**Available records:**
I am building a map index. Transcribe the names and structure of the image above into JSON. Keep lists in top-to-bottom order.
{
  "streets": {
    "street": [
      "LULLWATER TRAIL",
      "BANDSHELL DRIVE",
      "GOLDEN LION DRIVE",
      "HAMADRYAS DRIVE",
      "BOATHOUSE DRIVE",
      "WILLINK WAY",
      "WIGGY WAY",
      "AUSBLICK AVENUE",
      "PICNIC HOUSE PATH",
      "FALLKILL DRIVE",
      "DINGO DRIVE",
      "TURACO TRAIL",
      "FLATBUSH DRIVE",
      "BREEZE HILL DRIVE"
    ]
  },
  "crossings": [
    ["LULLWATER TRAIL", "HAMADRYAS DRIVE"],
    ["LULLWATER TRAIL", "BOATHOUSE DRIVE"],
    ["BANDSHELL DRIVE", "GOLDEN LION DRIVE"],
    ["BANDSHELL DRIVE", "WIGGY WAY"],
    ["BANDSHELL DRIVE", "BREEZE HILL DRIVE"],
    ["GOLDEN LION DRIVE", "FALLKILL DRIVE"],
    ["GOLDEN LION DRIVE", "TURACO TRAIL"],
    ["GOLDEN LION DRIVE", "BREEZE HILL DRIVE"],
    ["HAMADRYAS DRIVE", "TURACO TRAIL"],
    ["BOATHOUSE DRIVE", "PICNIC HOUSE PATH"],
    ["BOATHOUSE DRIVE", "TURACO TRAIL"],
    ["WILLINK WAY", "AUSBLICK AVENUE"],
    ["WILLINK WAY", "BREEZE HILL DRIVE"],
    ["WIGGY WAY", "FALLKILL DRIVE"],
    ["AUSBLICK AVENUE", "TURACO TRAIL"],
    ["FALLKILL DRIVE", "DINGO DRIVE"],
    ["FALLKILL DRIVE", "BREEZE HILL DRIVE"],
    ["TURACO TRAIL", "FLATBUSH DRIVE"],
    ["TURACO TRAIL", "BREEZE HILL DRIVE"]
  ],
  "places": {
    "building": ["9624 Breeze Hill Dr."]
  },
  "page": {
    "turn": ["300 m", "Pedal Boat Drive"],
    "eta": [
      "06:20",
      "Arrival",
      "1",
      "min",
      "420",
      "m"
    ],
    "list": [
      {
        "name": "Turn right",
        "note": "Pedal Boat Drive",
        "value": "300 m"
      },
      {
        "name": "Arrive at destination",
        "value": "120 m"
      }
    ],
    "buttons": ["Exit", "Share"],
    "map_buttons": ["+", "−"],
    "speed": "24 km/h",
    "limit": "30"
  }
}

**Work instruction:**
I need all of the records above retyped exactly, please.

**Exercise response:**
I am building a map index. Transcribe the names and structure of the image above into JSON. Keep lists in top-to-bottom order.
{
  "streets": {
    "street": [
      "LULLWATER TRAIL",
      "BANDSHELL DRIVE",
      "GOLDEN LION DRIVE",
      "HAMADRYAS DRIVE",
      "BOATHOUSE DRIVE",
      "WILLINK WAY",
      "WIGGY WAY",
      "AUSBLICK AVENUE",
      "PICNIC HOUSE PATH",
      "FALLKILL DRIVE",
      "DINGO DRIVE",
      "TURACO TRAIL",
      "FLATBUSH DRIVE",
      "BREEZE HILL DRIVE"
    ]
  },
  "crossings": [
    ["LULLWATER TRAIL", "HAMADRYAS DRIVE"],
    ["LULLWATER TRAIL", "BOATHOUSE DRIVE"],
    ["BANDSHELL DRIVE", "GOLDEN LION DRIVE"],
    ["BANDSHELL DRIVE", "WIGGY WAY"],
    ["BANDSHELL DRIVE", "BREEZE HILL DRIVE"],
    ["GOLDEN LION DRIVE", "FALLKILL DRIVE"],
    ["GOLDEN LION DRIVE", "TURACO TRAIL"],
    ["GOLDEN LION DRIVE", "BREEZE HILL DRIVE"],
    ["HAMADRYAS DRIVE", "TURACO TRAIL"],
    ["BOATHOUSE DRIVE", "PICNIC HOUSE PATH"],
    ["BOATHOUSE DRIVE", "TURACO TRAIL"],
    ["WILLINK WAY", "AUSBLICK AVENUE"],
    ["WILLINK WAY", "BREEZE HILL DRIVE"],
    ["WIGGY WAY", "FALLKILL DRIVE"],
    ["AUSBLICK AVENUE", "TURACO TRAIL"],
    ["FALLKILL DRIVE", "DINGO DRIVE"],
    ["FALLKILL DRIVE", "BREEZE HILL DRIVE"],
    ["TURACO TRAIL", "FLATBUSH DRIVE"],
    ["TURACO TRAIL", "BREEZE HILL DRIVE"]
  ],
  "places": {
    "building": ["9624 Breeze Hill Dr."]
  },
  "page": {
    "turn": ["300 m", "Pedal Boat Drive"],
    "eta": [
      "06:20",
      "Arrival",
      "1",
      "min",
      "420",
      "m"
    ],
    "list": [
      {
        "name": "Turn right",
        "note": "Pedal Boat Drive",
        "value": "300 m"
      },
      {
        "name": "Arrive at destination",
        "value": "120 m"
      }
    ],
    "buttons": ["Exit", "Share"],
    "map_buttons": ["+", "−"],
    "speed": "24 km/h",
    "limit": "30"
  }
}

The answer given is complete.